• Work to be completed:
For the material that follows, list every line containing the word "from".

• Given data:

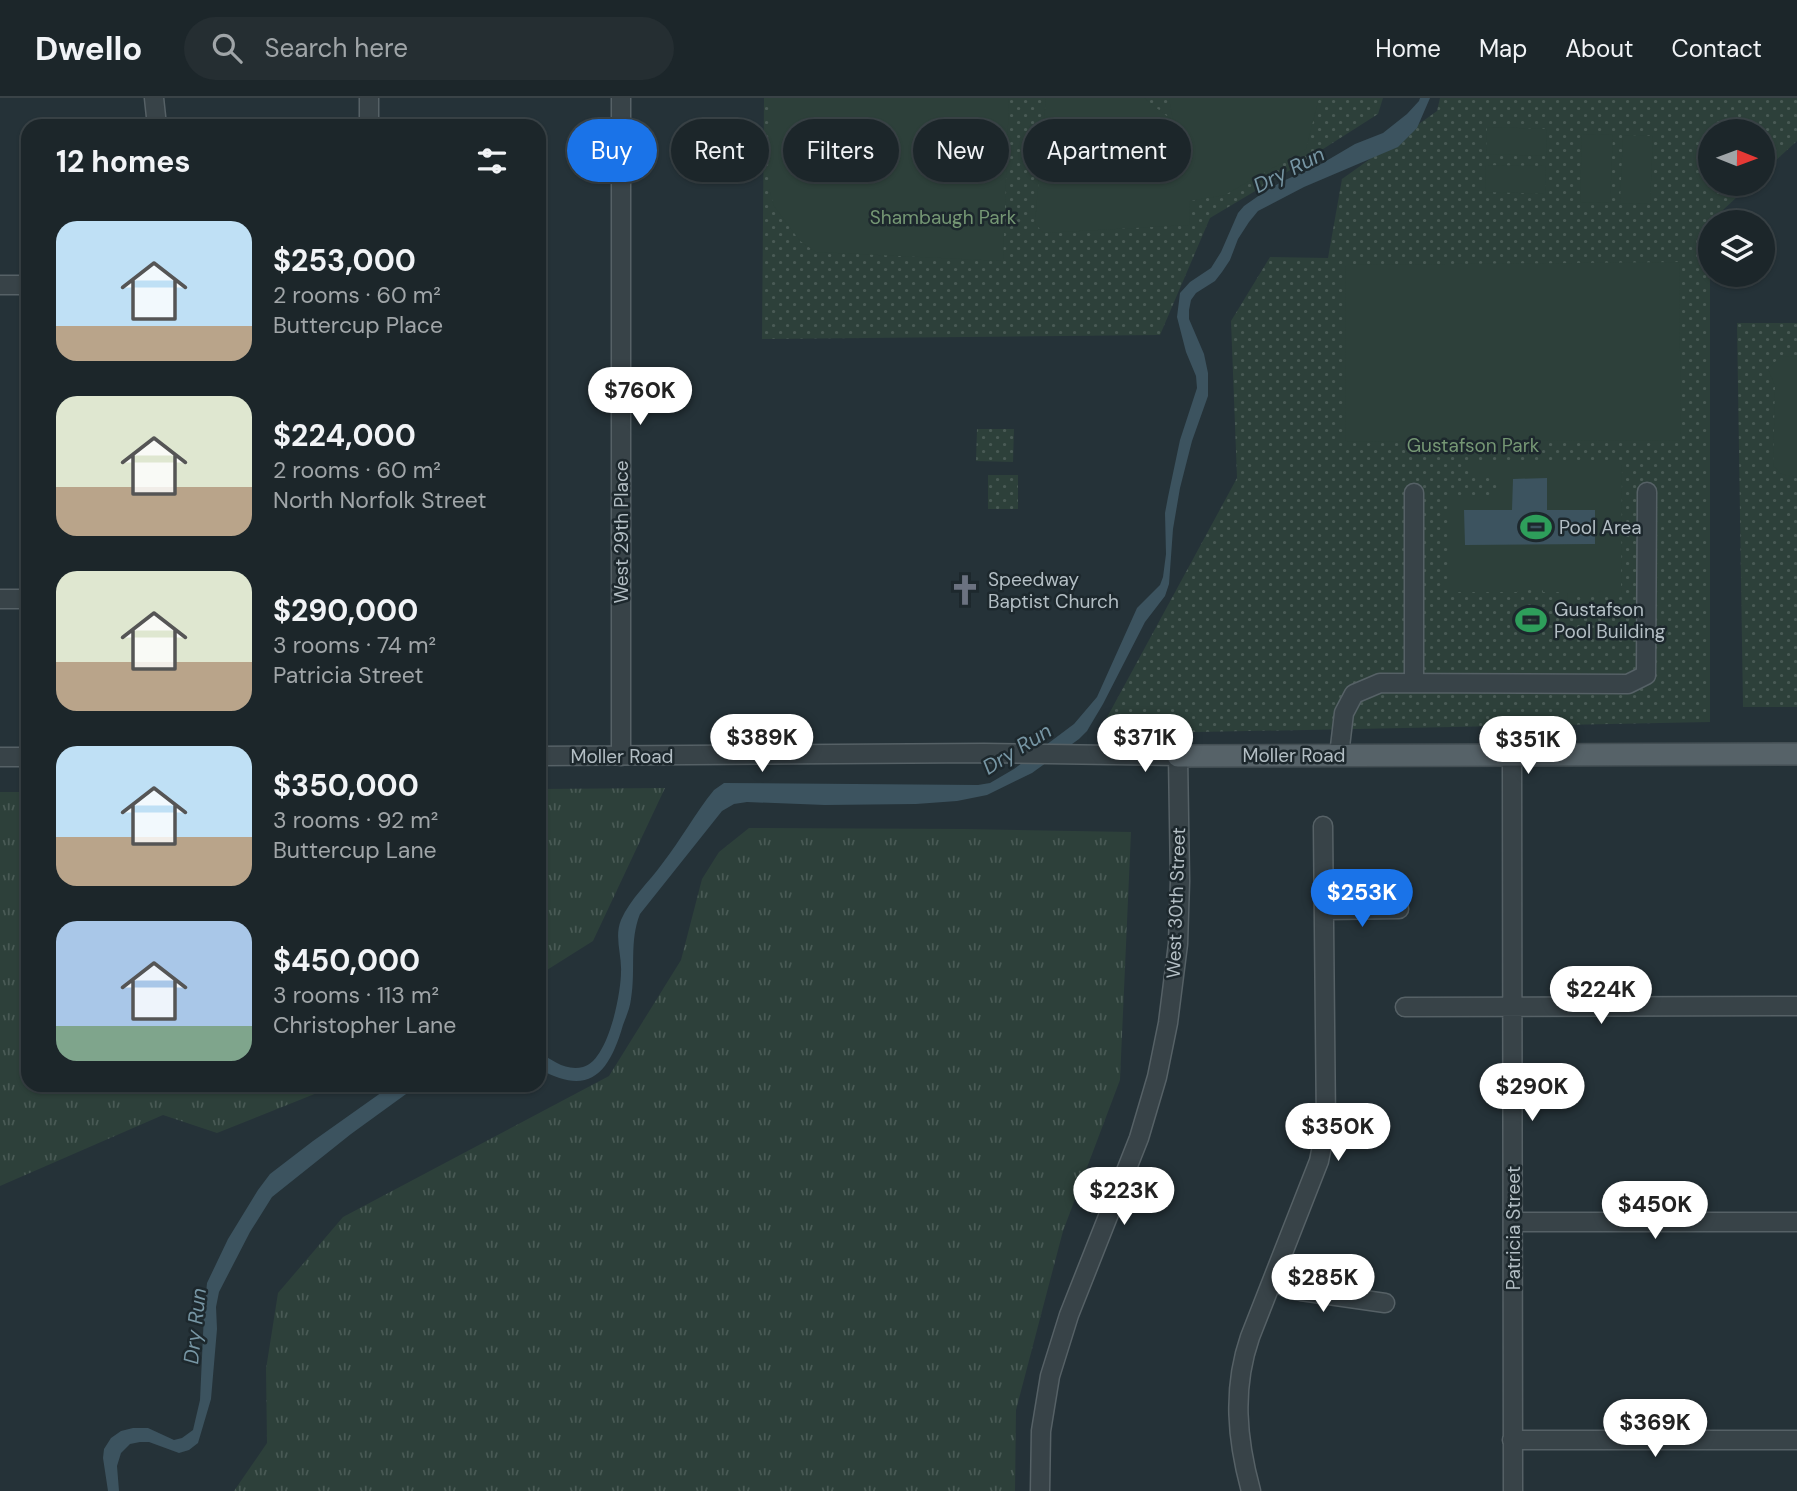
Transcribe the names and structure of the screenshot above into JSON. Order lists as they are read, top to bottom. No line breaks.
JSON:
{"streets":{"main road":["Moller Road"],"street":["West 29th Place","West 30th Street","Patricia Street"]},"crossings":[["West 29th Place","Moller Road"],["Moller Road","West 30th Street"],["Moller Road","Patricia Street"]],"water":["Dry Run"],"parks":["Shambaugh Park","Gustafson Park"],"places":{"sports":["Pool Area","Gustafson Pool Building"],"church":["Speedway Baptist Church"]},"north":"right","page":{"header":"Dwello","search":"Search here","nav":["Home","Map","About","Contact"],"chip":["Buy","Rent","Filters","New","Apartment"],"heading":"12 homes","list":[{"name":"$253,000","note":"2 rooms · 60 m² · Buttercup Place"},{"name":"$224,000","note":"2 rooms · 60 m² · North Norfolk Street"},{"name":"$290,000","note":"3 rooms · 74 m² · Patricia Street"},{"name":"$350,000","note":"3 rooms · 92 m² · Buttercup Lane"},{"name":"$450,000","note":"3 rooms · 113 m² · Christopher Lane"}],"price":["$760K","$389K","$371K","$351K","$253K","$224K","$290K","$350K","$223K","$450K","$285K","$369K"]}}
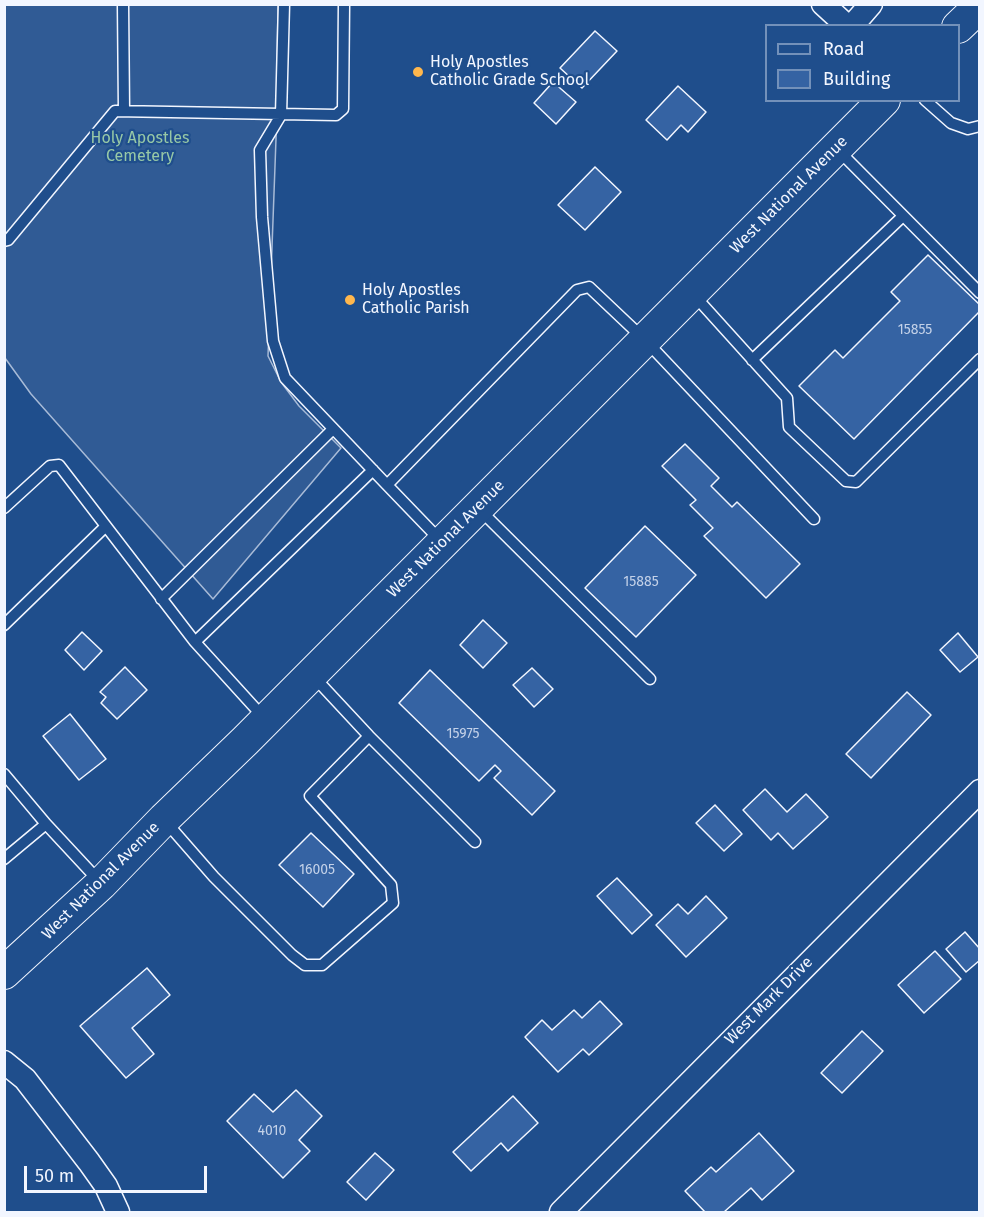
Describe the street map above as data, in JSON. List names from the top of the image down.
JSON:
{
  "streets": {
    "main road": ["West National Avenue"],
    "street": ["West Mark Drive"]
  },
  "parks": ["Holy Apostles Cemetery"],
  "places": ["Holy Apostles Catholic Grade School", "Holy Apostles Catholic Parish"],
  "house_numbers": [
    "15855",
    "15885",
    "15975",
    "16005",
    "4010"
  ],
  "legend": ["Road", "Building"],
  "scale_bar": "50 m"
}
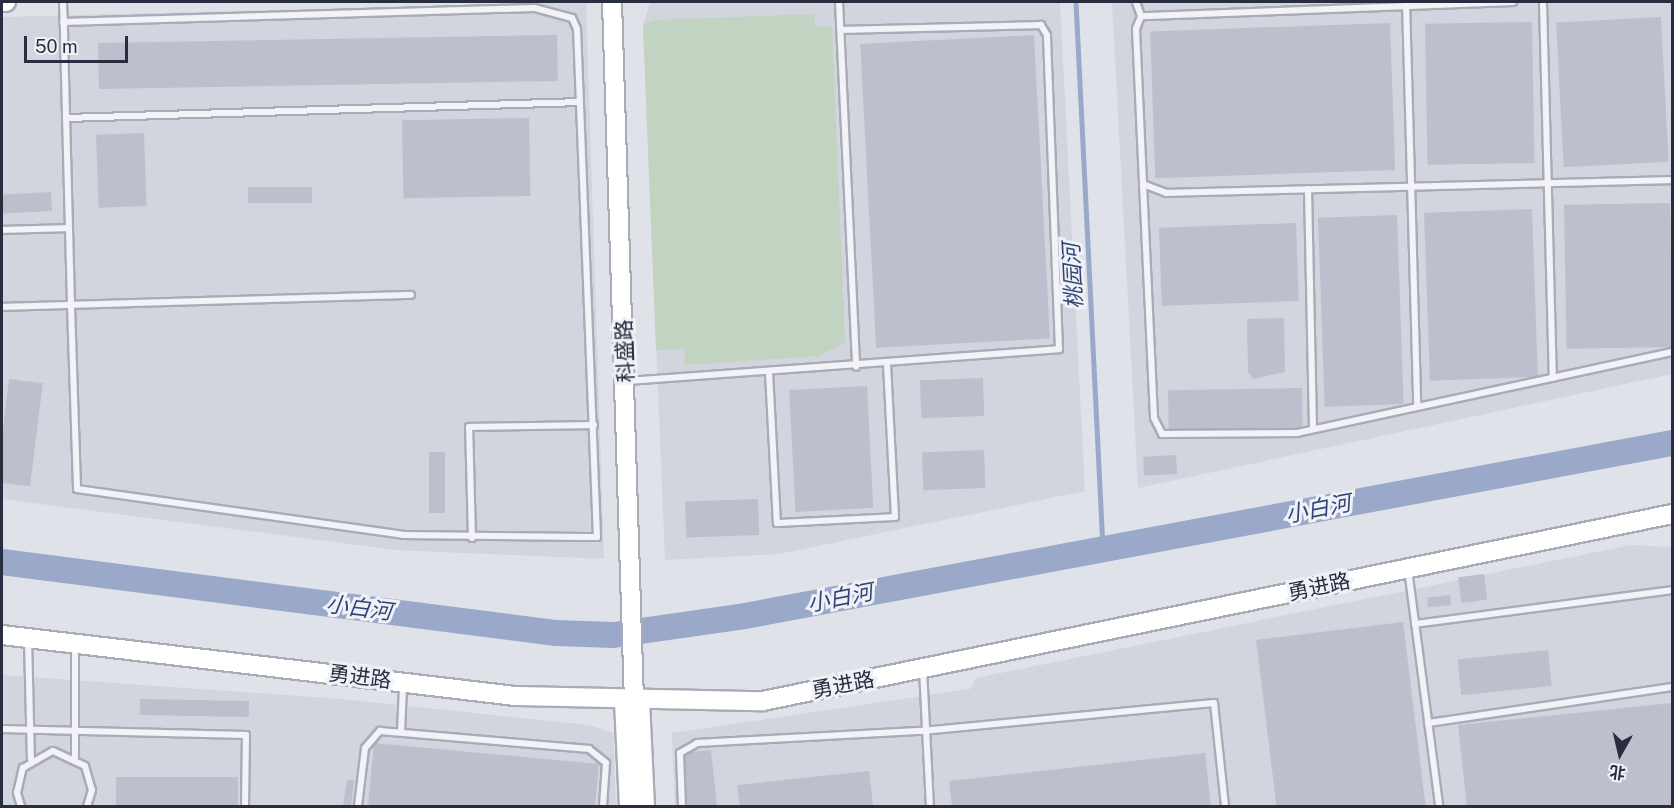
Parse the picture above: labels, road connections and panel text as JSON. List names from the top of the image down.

• Written response:
Describe the street map above as data, in JSON. List names from the top of the image down.
Parse the picture above: labels, road connections and panel text as JSON. List names from the top of the image down.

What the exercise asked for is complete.